Poets are the original systems thinkers according to a recent Harvard Business Review piece, which describes the benefits of poetry for professionals. Author John Coleman covers the expected territory about poetry as a creative tool and of the strange appeal of meter to the human mind, but it is the following paragraph that struck me as much more interesting:
For one, poetry teaches us to wrestle with and simplify complexity. Harman Industries founder Sidney Harman once told The New York Times, 'I used to tell my senior staff to get me poets as managers. Poets are our original systems thinkers. They look at our most complex environments and they reduce the complexity to something they begin to understand.' Emily Dickinson, for example, masterfully simplified complex topics with poems like 'Because I could not stop for Death,' and many poets are similarly adept. Business leaders live in multifaceted, dynamic environments. Their challenge is to take that chaos and make it meaningful and understandable.

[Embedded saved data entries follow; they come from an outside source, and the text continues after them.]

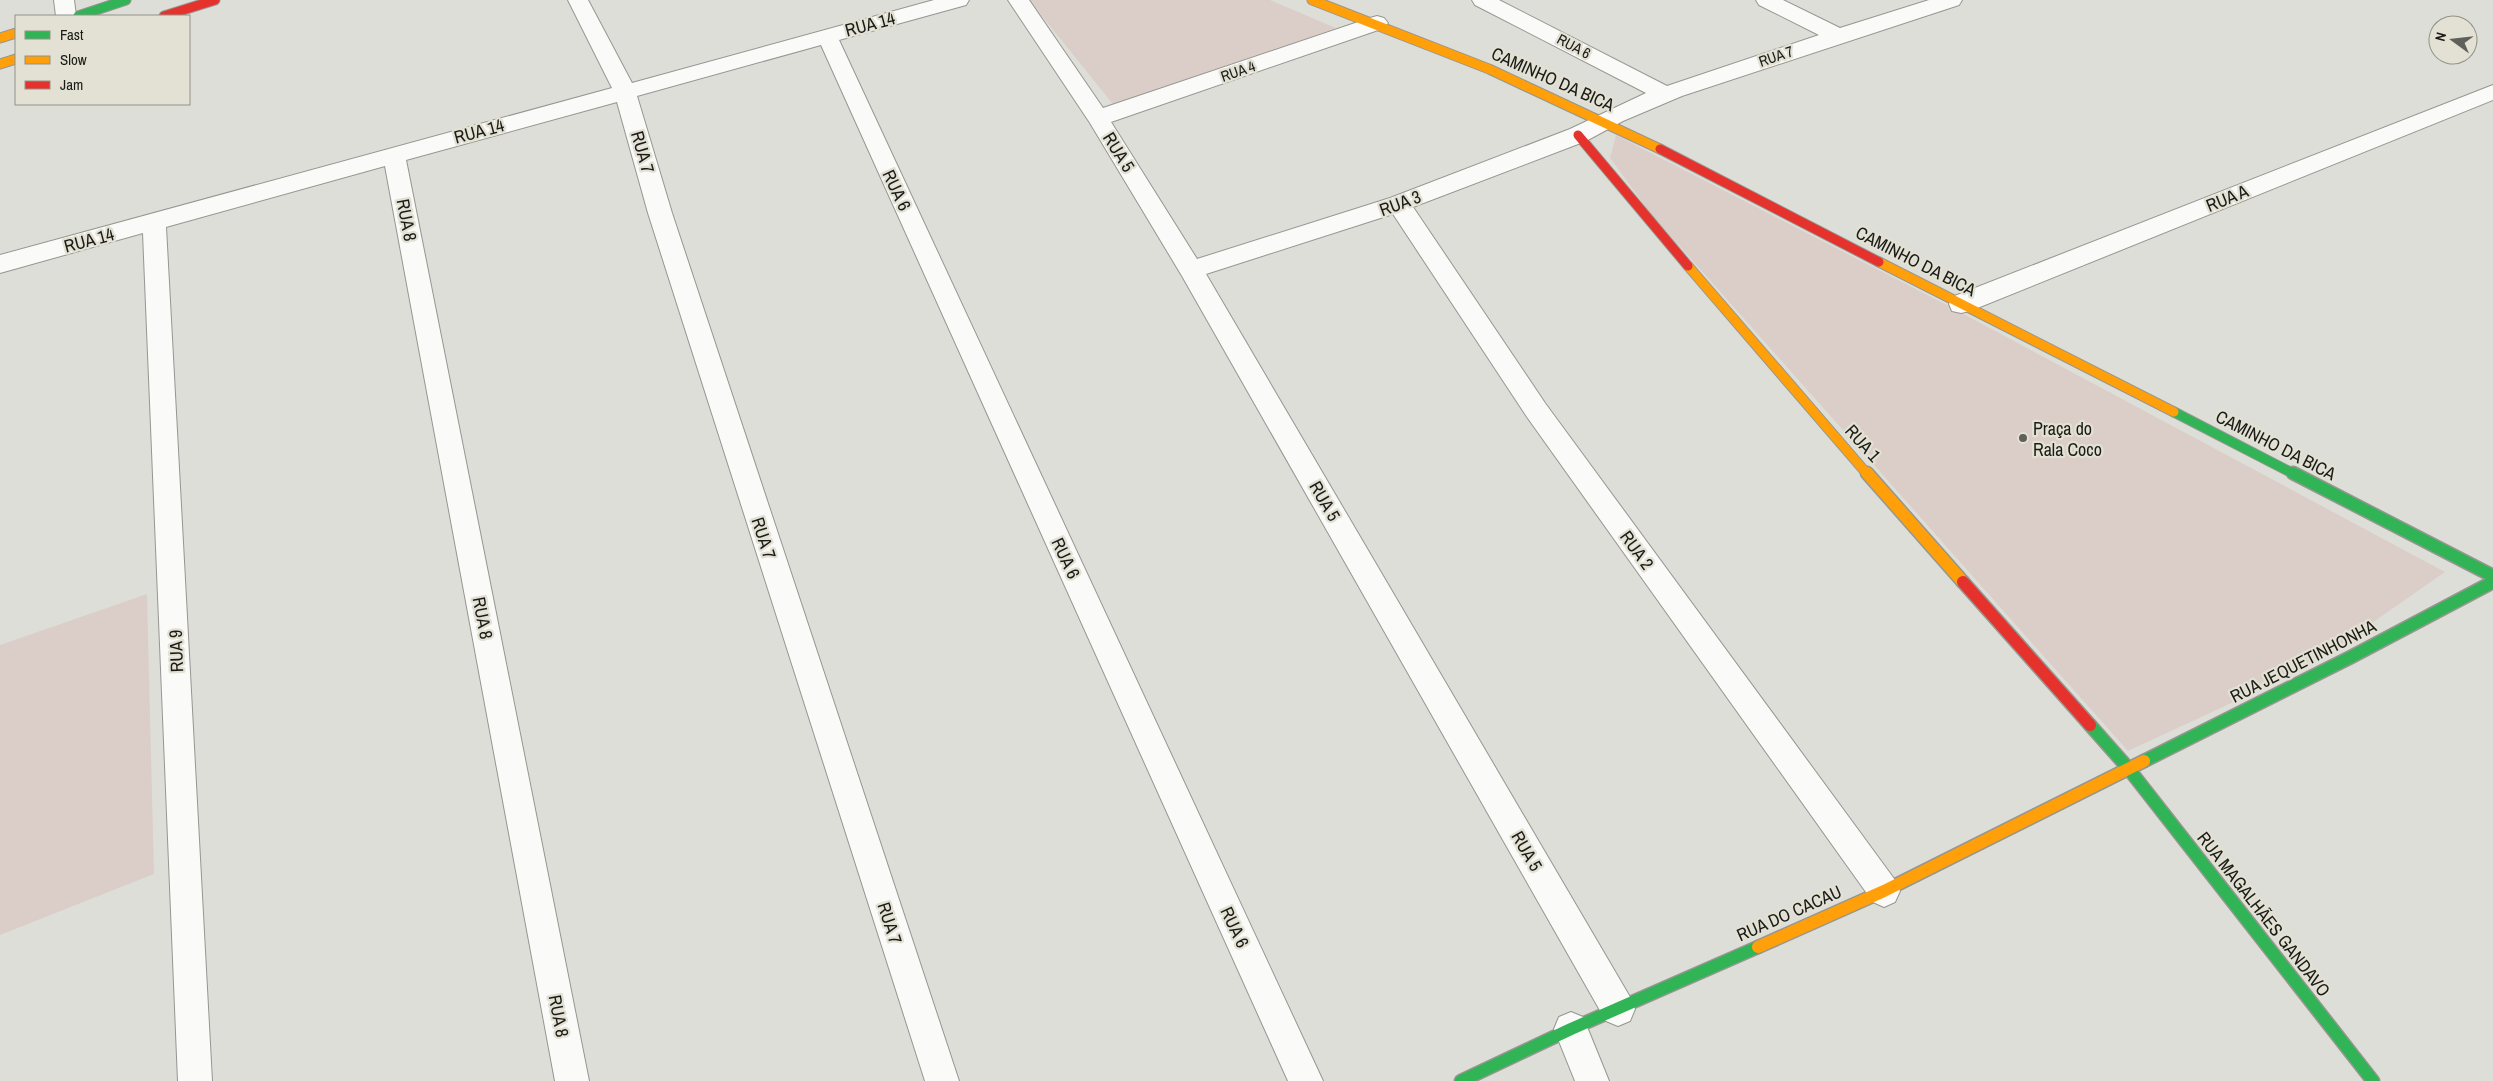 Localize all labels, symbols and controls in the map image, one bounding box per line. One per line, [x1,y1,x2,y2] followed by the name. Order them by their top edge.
[842,5,898,43] street label: RUA 14
[15,15,190,105] legend
[2428,15,2478,65] north arrow
[60,24,84,45] text: Fast
[1553,28,1595,64] street label: RUA 6
[2431,30,2450,43] text: N
[1756,40,1796,72] street label: RUA 7
[1488,41,1619,117] street label: CAMINHO DA BICA
[60,49,87,70] text: Slow
[1218,55,1258,87] street label: RUA 4
[60,74,83,95] text: Jam
[451,112,507,150] street label: RUA 14
[1097,127,1141,177] street label: RUA 5
[625,128,661,176] street label: RUA 7
[877,165,917,215] street label: RUA 6
[2202,178,2252,218] street label: RUA A
[1376,184,1424,222] street label: RUA 3
[391,197,423,243] street label: RUA 8
[1851,220,1981,302] street label: CAMINHO DA BICA
[61,221,117,259] street label: RUA 14
[2211,404,2341,486] street label: CAMINHO DA BICA
[2033,416,2102,462] place label: Praça do Rala Coco
[1839,419,1887,468] street label: RUA 1
[2017,432,2029,444] marker: Praça do Rala Coco
[1304,476,1346,526] street label: RUA 5
[746,514,782,562] street label: RUA 7
[1614,525,1660,575] street label: RUA 2
[1046,533,1086,583] street label: RUA 6
[467,595,499,641] street label: RUA 8
[2226,613,2380,709] street label: RUA JEQUETINHONHA
[163,629,189,673] street label: RUA 9
[1506,826,1548,876] street label: RUA 5
[2192,826,2336,1002] street label: RUA MAGALHÃES GANDAVO
[1733,879,1845,947] street label: RUA DO CACAU
[872,899,908,947] street label: RUA 7
[1215,902,1255,952] street label: RUA 6
[543,993,575,1039] street label: RUA 8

Reading and writing poetry can exercise that capacity, improving one’s ability to better conceptualize the world and communicate it — through presentations or writing — to others.
While I do not know of any corporations that have poetry officers dropping references to Auden, Dickinson, Kunitz or Robin Robertson during particularly tricky negotiations, I think many businesses could do worse. In this windy age, information is a strange thing. Insights from studies bought at great expense or from those afternoon meetings shuffling to their inevitable conclusions are many times not so much simplifications as banalities. To grasp them is to simultaneously empty them of meaning.
Not so with poetry. In a post last week, Shane Parrish, writing about former IdeaFestival speaker Nassim Nicholas Taleb, describes 'A Wonderfully Simple Heuristic to Recognize Charlatans." Parrish describes the power of "inversion," or of thinking about a particular problem in a variety of ways. One of those ways is an ancient method indeed, apophatic thinking. It's sometimes referred to as "negative" thinking, and it is particularly effective at recognizing the veiled nature of things by describing what those things are not. In the our context, an entrepreneur might work her way toward an opaque idea by thinking about the qualities she thinks it doesn't have - it's not a product, it's not inexpensive, it can't be licensed. While Parrish suggests elsewhere that "avoiding stupidity is often easier than seeking brilliance," the effect of apophatic thinking, in my view, is much more profound.
As one kind of top-down method, poetry succeeds because we are mysteries, even to ourselves, and fully capable of self-deception about what it is we really want. Its restorative power lies in an ability to comfort self-aware creatures such as us, to soothe and to do so - perversely - by laying bare, prior to the claims of reason and its grasping ally, pretext, to the high ground, to the full panting terror of limitless choice. It is true in this anxious age because from those words we feel something toward the objects of our choosing.